Hello, Alzheimer’s! 

When I was finally able to escape after the church lunch, I napped for twenty minutes then went to meet some friends at a used bookstore.  We proceeded from there to a Greek restaurant where all three of us ordered felafel wraps.  They were tasty but filling–a barrage of starch.  Just in case we hadn’t had our fill of carbs, we adjourned to a local watering hole and drank several pitchers of beer over the next several hours.  My friend’s wife surprised him with a friendly ambush, having the server present him with her, his wife’s, business card.  She’d been sitting at a table near the back with some of her friends and none of us had spotted her when we came in.

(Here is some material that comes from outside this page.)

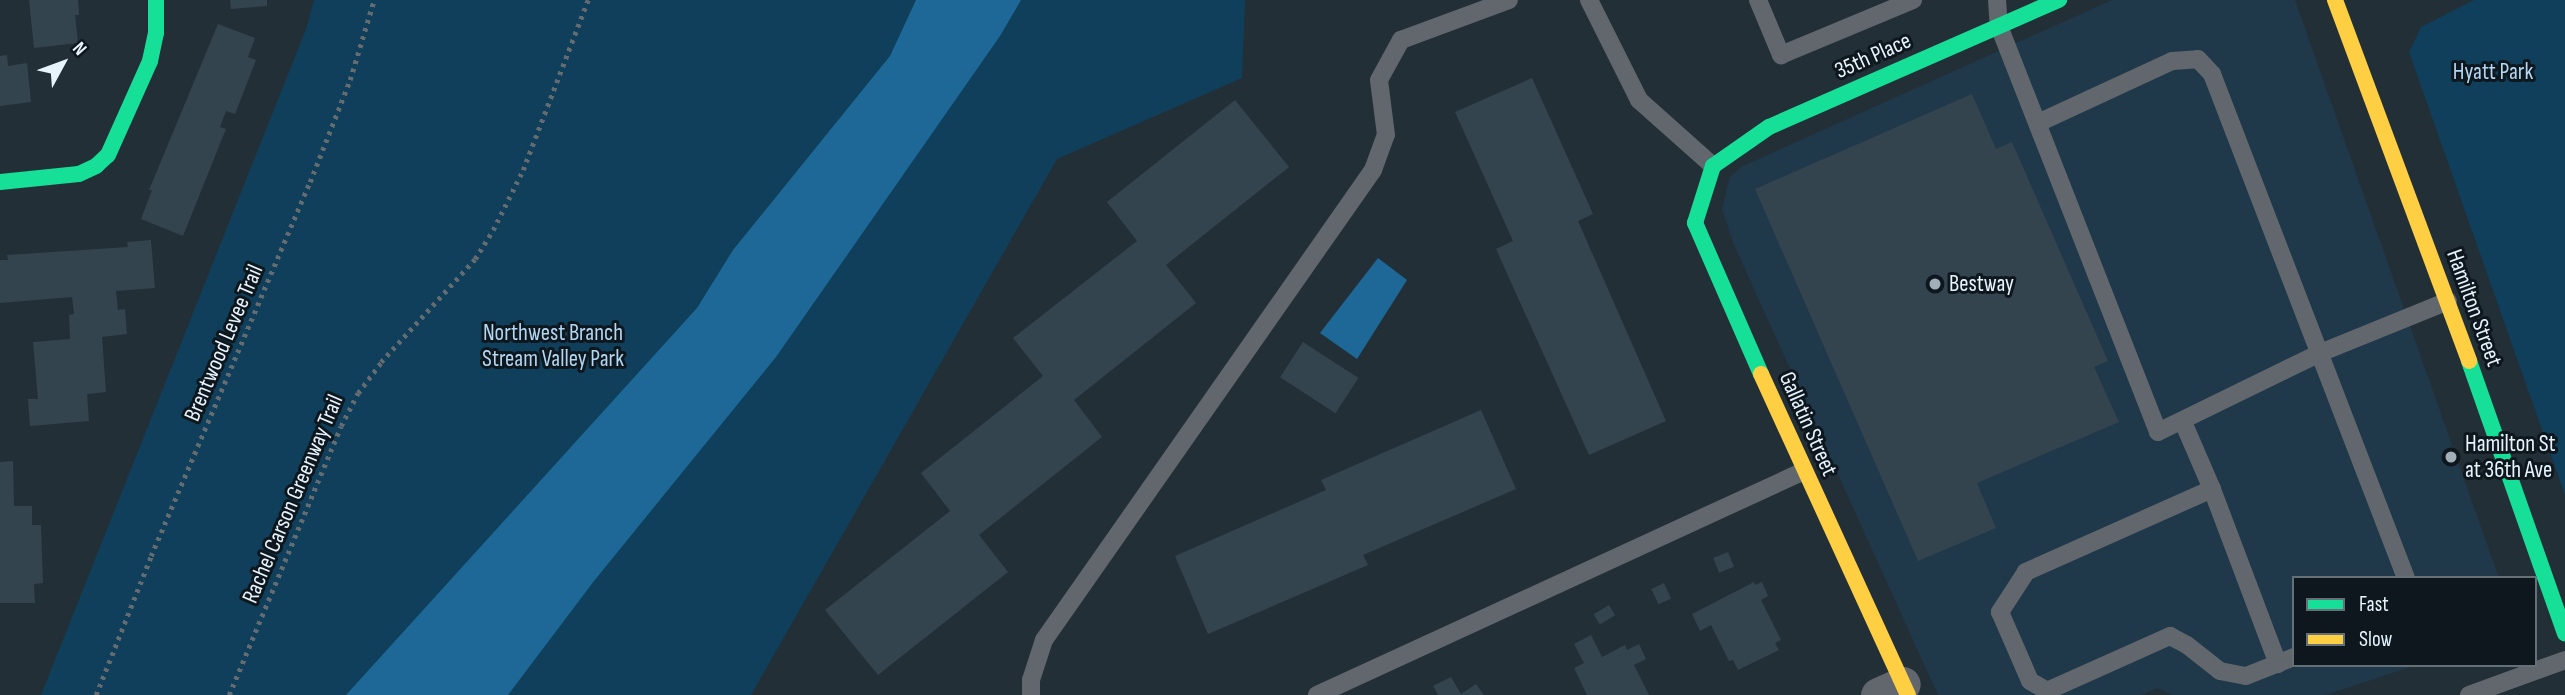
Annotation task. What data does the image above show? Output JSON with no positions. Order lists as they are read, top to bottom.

Between games of chess he went back and forth between the two tables to chat with her.  Sometimes she came over to join us.  All in all, a delightful time.

Until I got home, that is.

Jina was livid.  She hates it when I drink.  I used to be a bit of a lush, especially several decades ago, but these days I hardly ever actually get drunk, and I didn’t last night, despite the liberal intake of suds.  The problem was that my breath stank to her, apart from the pizza I’d eaten to camouflage the stench of beer.  I should have known it wouldn’t have worked.  Not with her omnivorous nose.

I’m married to a bloodhound.

She said, “Get out!”

I felt like John Lennon being evicted by Yoko Ono and going on a bender for several years with Harry Nilsson and Keith Moon.  Too bad all three of them were already dead; otherwise I would have looked them up and joined them.  (Maybe I’ll be joining them for too long anyway.  A man can always dream.)

Since the class I’m teaching at lunchtime today is going to be observed by my recruiter and I’ve yet to prepare anything, I didn’t want to stray too far, even though Jina threatened to change the combination on the door lock of the apartment.  When she gets mad, she’s convincing enough to make these threats sound real.

So I trundled off like Oscar Madison to a nearby playground, pulled my long-sleeved shirt and trousers out of my backpack, assembled them into a pillow, rolled up into a ball like a pillbug, and tried to sleep.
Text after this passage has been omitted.